A Looper is a specialist assassin, working here in the year 2044, when time travel has not yet been invented, but 30 years down the line it will have been. It’s outlawed though, and so only used by criminal organisations who send people they want rid of back in time to be executed.

The target is sent back from the future, where the waiting Looper despatches them, swiftly and mercilessly. They're well paid, on the understanding that one day they’ll have to close the loop and kill their future self. But at least you’ll know you’ve 30 good years left and plenty cash to sweeten the deal.

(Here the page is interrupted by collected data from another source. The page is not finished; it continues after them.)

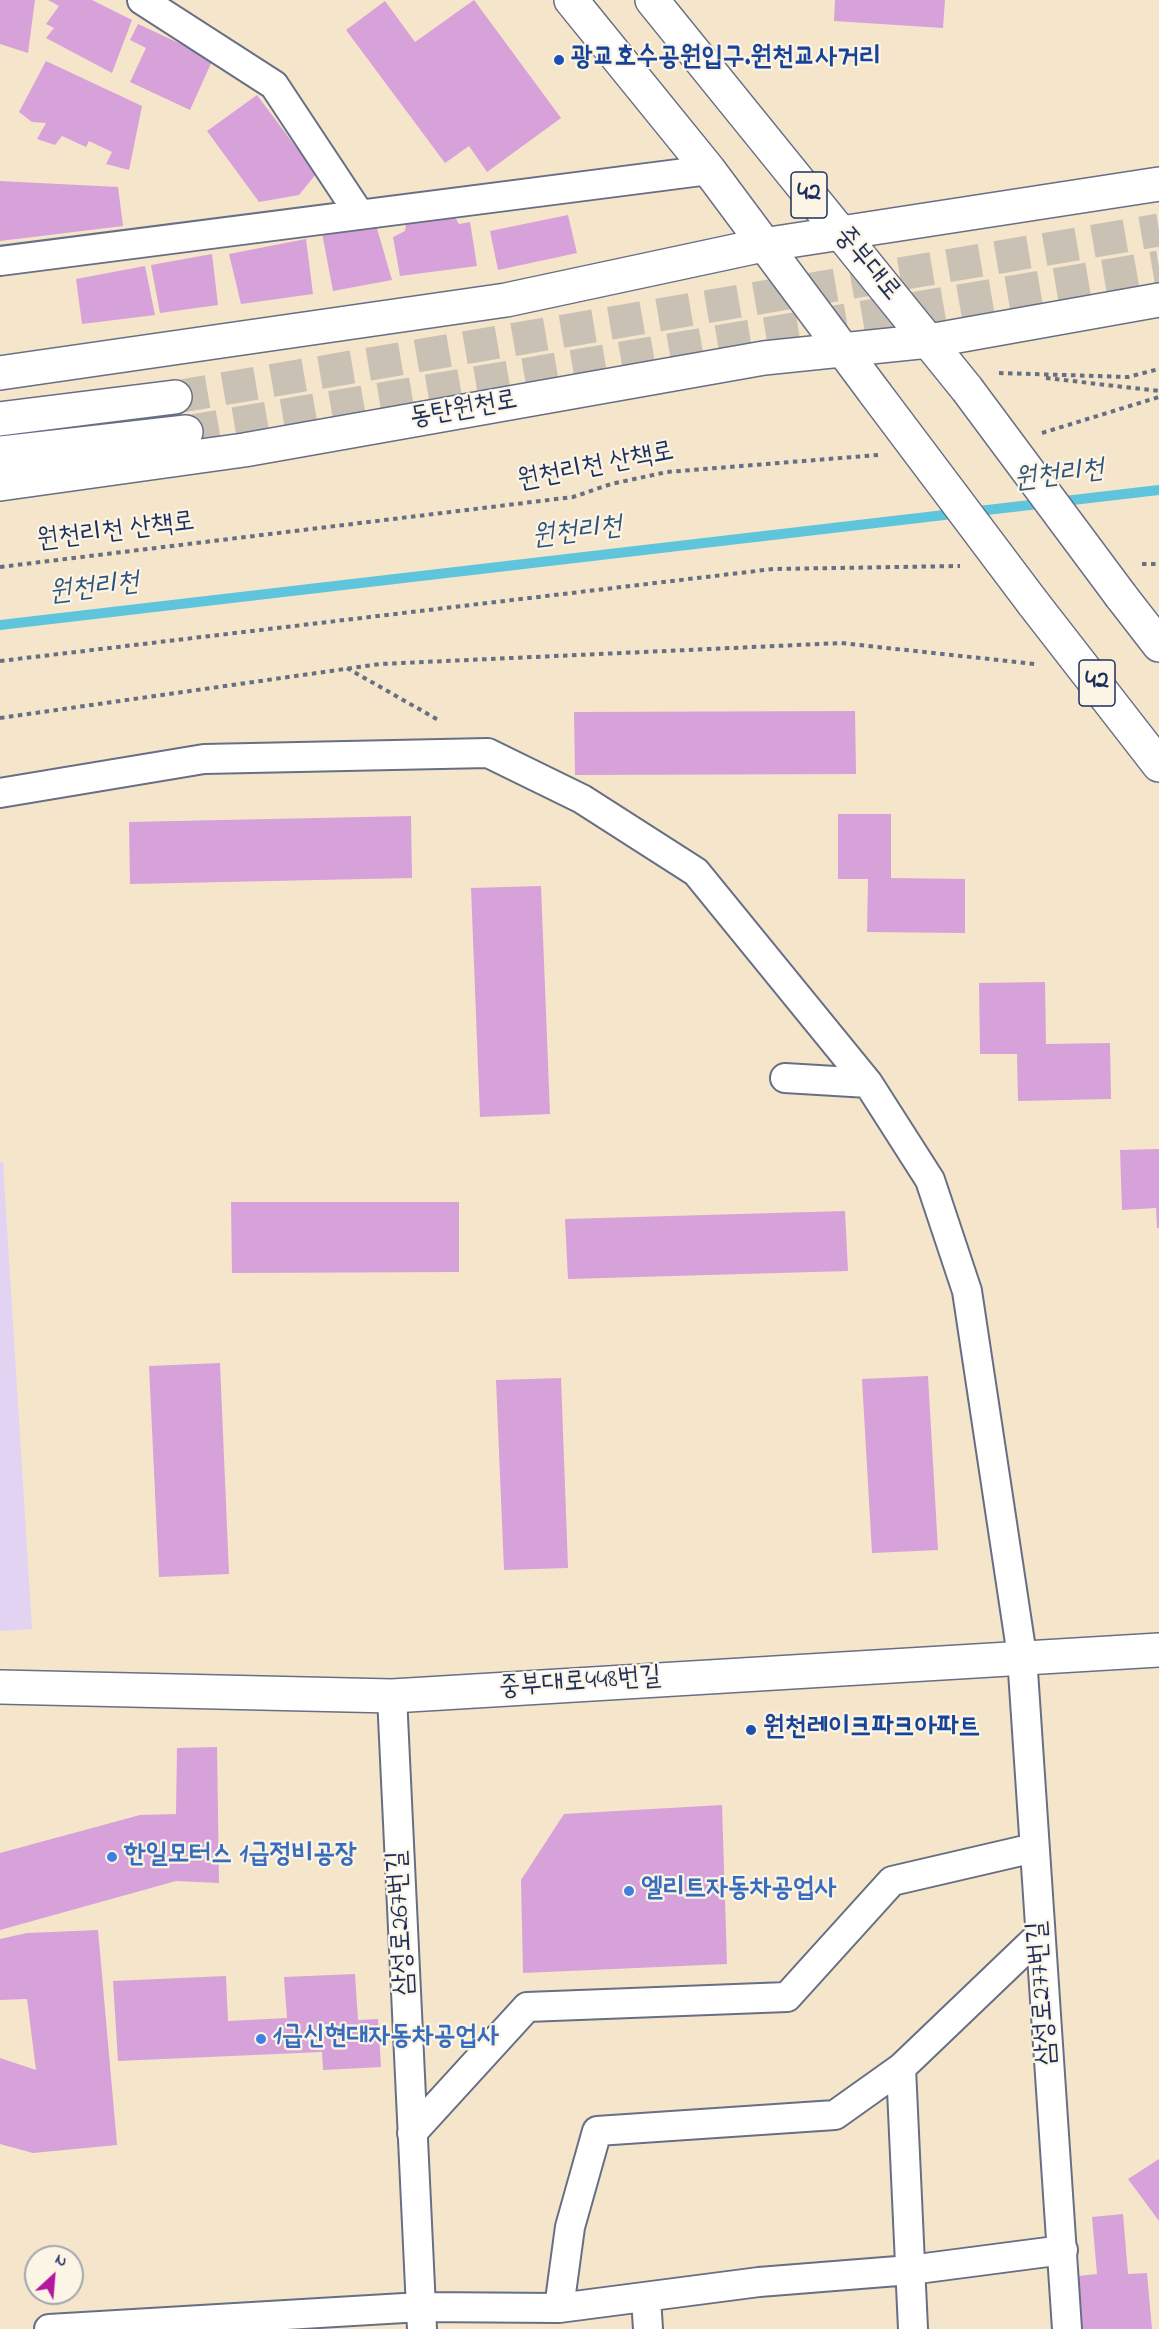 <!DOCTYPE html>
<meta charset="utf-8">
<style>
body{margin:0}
#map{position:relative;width:1159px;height:2329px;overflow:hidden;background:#f5e5ca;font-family:"Indie Flower",sans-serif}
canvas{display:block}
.north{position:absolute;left:24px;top:2245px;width:60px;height:60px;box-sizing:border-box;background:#fcf5e5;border:2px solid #a2a6af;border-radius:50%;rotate:26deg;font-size:16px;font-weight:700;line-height:24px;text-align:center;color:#1b2f5e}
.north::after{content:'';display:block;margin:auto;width:21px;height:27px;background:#b5179e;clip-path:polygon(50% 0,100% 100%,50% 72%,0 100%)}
</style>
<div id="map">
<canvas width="1159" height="2329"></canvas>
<div class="north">N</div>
</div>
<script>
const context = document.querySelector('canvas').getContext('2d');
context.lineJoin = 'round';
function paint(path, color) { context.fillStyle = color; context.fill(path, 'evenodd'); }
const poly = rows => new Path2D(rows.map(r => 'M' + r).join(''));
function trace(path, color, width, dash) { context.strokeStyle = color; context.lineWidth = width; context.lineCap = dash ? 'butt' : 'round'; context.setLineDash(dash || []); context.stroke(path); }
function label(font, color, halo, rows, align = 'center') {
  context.font = font + ' "Indie Flower","Poor Story",sans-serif'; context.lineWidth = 4.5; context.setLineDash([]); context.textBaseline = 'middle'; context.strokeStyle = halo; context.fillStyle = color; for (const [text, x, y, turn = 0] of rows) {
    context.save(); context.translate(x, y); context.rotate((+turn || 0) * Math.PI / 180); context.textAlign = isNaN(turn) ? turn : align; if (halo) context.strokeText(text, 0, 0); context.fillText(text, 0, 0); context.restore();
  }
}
paint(poly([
 [0,1162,3,1162,32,1629,0,1631]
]), '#e3d3f2');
trace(poly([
 [0,625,1159,490]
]), '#5fc5dc', 10);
paint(poly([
 [0,0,35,0,28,53,0,44],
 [48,0,92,0,132,20,112,73,46,38,54,28,46,24,59,6],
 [474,0,561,118,487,172,469,146,445,163,346,30,385,1,415,42],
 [835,0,945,0,943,28,834,21],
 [138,24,213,59,190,110,130,82,146,48,130,40],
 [46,61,142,106,129,170,106,164,112,152,89,141,86,147,62,136,55,145,37,139,46,123,32,122,19,112],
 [257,95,316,174,299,195,259,202,207,131],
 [0,181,118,187,123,226,0,241],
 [451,211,459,224,470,222,477,266,400,276,393,237,405,231,407,216],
 [568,215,577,253,498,270,490,231],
 [376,225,392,280,333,291,322,233],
 [306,239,313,294,241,304,229,254],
 [212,254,218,305,160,313,151,265],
 [145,266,155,315,82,324,76,279],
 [855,711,856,774,575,775,574,712],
 [838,814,891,814,891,878,965,879,965,933,867,932,868,879,838,879],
 [411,816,412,878,130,884,129,822],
 [541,886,550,1114,480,1117,471,888],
 [1045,982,1046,1044,1110,1043,1111,1099,1018,1101,1017,1054,980,1054,979,983],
 [1159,1149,1159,1228,1157,1228,1156,1208,1122,1210,1120,1150],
 [231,1202,459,1202,459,1272,232,1273],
 [845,1211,848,1271,568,1279,565,1219],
 [220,1363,229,1574,159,1577,149,1366],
 [928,1376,938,1550,872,1553,862,1379],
 [561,1378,568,1568,504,1570,496,1380],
 [217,1747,219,1883,176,1881,0,1930,0,1853,140,1815,176,1814,177,1748],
 [722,1805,727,1964,523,1973,521,1880,564,1814],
 [98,1930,117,2145,33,2153,0,2144,0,2058,36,2070,27,1999,0,2000,0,1939,27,1933],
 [355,1974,358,2020,378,2019,381,2067,323,2070,322,2052,118,2061,113,1981,226,1976,228,2021,287,2018,284,1977],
 [1159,2159,1159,2221,1128,2179],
 [1123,2214,1128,2274,1147,2273,1152,2329,1082,2329,1078,2276,1097,2274,1092,2217]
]), '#d7a2d9');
trace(poly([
 [175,397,1159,230],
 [186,432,1159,267]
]), '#c9c1b4', 33, [33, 16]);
const street = poly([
 [142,0,274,85,360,215],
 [0,261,709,170],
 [0,793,204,759,488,753,582,799,696,872,868,1083],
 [785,1078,868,1083,930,1180,967,1291,1022,1656,1067,2329],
 [392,1696,422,2329],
 [901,2068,913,2329],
 [412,2133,527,2007,787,1997,892,1881,1034,1848],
 [646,2298,648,2329],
 [559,2308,570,2227,597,2131,835,2115,901,2068,1040,1935],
 [49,2329,421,2307,559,2308,759,2282,910,2270,1063,2250]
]);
const secondary = poly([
 [0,373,506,300,763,245,1159,184],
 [0,419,175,397],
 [0,453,186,432],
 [0,484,244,450,764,358,929,341,1159,300],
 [0,1687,392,1696,1159,1650]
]);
const primary = poly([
 [571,0,709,170,875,393],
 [652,0,967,389],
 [1121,596,1159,645],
 [1033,603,1159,765]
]);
trace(street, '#676f84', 32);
trace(secondary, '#676f84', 36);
trace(primary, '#676f84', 36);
trace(poly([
 [999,373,1128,377,1159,369],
 [1046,378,1159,391],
 [1042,433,1159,397],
 [1142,564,1159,564],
 [0,567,573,497,611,484,667,472,878,455],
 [0,661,773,569,960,566],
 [347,668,440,721],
 [0,718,380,664,841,643,1035,664]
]), '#676f84', 4, [4.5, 4.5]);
trace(street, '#fff', 28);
trace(secondary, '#fff', 33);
trace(primary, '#fff', 33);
const primaryBridge = poly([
 [967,389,1121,596],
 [875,393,1033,603]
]);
trace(primaryBridge, '#676f84', 36, []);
trace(primaryBridge, '#fff', 33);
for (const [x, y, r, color] of [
 [559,60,6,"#1a4fb4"],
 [751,1730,6,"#1a4fb4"],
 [112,1857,6,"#3f7fe0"],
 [629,1891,6,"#3f7fe0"],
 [261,2039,6,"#3f7fe0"]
]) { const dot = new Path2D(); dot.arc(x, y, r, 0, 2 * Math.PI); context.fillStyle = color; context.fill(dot); trace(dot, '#fcf5e5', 2); }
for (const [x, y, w] of [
 [809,195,36],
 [1097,683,36]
]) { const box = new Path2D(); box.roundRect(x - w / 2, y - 23, w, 46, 4.5); context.fillStyle = '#fcf5e5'; context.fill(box); trace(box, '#1b2f5e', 1.5); }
label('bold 26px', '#1b2f5e', null, [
 ["42",809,195],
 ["42",1097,683]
]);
label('bold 27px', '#164399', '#fcf5e5', [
 ["광교호수공원입구.원천교사거리",571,60],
 ["원천레이크파크아파트",763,1730]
], 'left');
label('27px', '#1b2f5e', '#fcf5e5', [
 ["중부대로",866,265,50],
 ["동탄원천로",464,411,-10],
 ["원천리천 산책로",596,468,-11],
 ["원천리천 산책로",116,533,-7],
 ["중부대로448번길",580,1684,-4],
 ["삼성로267번길",403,1923,-93],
 ["삼성로277번길",1044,1993,-94]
]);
label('bold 27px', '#366cbe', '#fcf5e5', [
 ["한일모터스 1급정비공장",124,1857],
 ["엘리트자동차공업사",641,1891],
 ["1급신현대자동차공업사",273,2039]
], 'left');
label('italic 28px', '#2c547e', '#fcf5e5', [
 ["원천리천",1059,477,-7],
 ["원천리천",577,534,-7],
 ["원천리천",94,590,-7]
]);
</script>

Joe (Joseph Gordon-Levitt) is a Looper, working for crime boss Abe (Jeff Daniels). When Joe’s future self is sent back in the shape of Bruce Willis, a moment’s hesitation allows him to escape, sending young Joe after old Joe, and Abe after both of them.

Meanwhile the Rainmaker, the villain of the future, is determined to wipe out all Loopers. The rest of the story is best discovered as you go, but there’s also the matter of Emily Blunt’s farmer and her young son that adds another layer of emotion and complication.

It’s not an action film, or not as much of one as the trailers might suggest. But that’s fine. This is a film of big ideas and profound questions, executed with verve and intelligence. It’s about people wanting to better their lives and about how far it’s permissible to go to achieve that, going deeper still with ruminations on memory and reality and love.

One smart idea follows another. Where something like In Time had the bones of a good concept but couldn’t follow through on it, this, like Source Code, is a film that puts emotional investment and character development ahead of spectacle. When the action does come, it’s bold and crisp, though for budgetary reasons nothing like as groundbreaking as The Matrix or Inception.

Like Minority Report, this is a world that’s futuristic without being too futuristic, and the design is pleasing without a big thing being made of it. Sure the buildings are taller and some vehicles fly, but people still live in ordinary houses and drive around in crummy cars.

Gordon-Levitt is immense. We’ve seen in the last few years that he can act, but here he also proves himself a movie star, with every bit of the charisma and presence of Willis. He’s even been made up to look like the younger version of Willis, all eyebrows, busted nose, and smirk.

Their scenes together crackle, especially the one in which they discuss their predicament, which neatly sidesteps the usual issues of paradoxes and self-fulfilling prophecies thrown up in time travel movies in a couple of killer lines. Similarly, the filling in of the details of how future Joe came to be in the situation he is gets presented as a montage that’s an exemplary piece of screenwriting.

There are a couple of issues holding it back from hitting an unstoppable home run however, particularly the familiarity of some of the plot points, while the pace does markedly slacken during the lengthy period spent on the farm.

It must be near impossible to make a time travel movie without in some way referencing the two great touchstones of the genre, Back to the Future and The Terminator, but it’s a shame that Looper has to so blatantly borrow a key element from Cameron.

Viewed more as homage than a steal though, Johnson can be given the benefit of the doubt on that one, because in every other regard he has created something really rather special.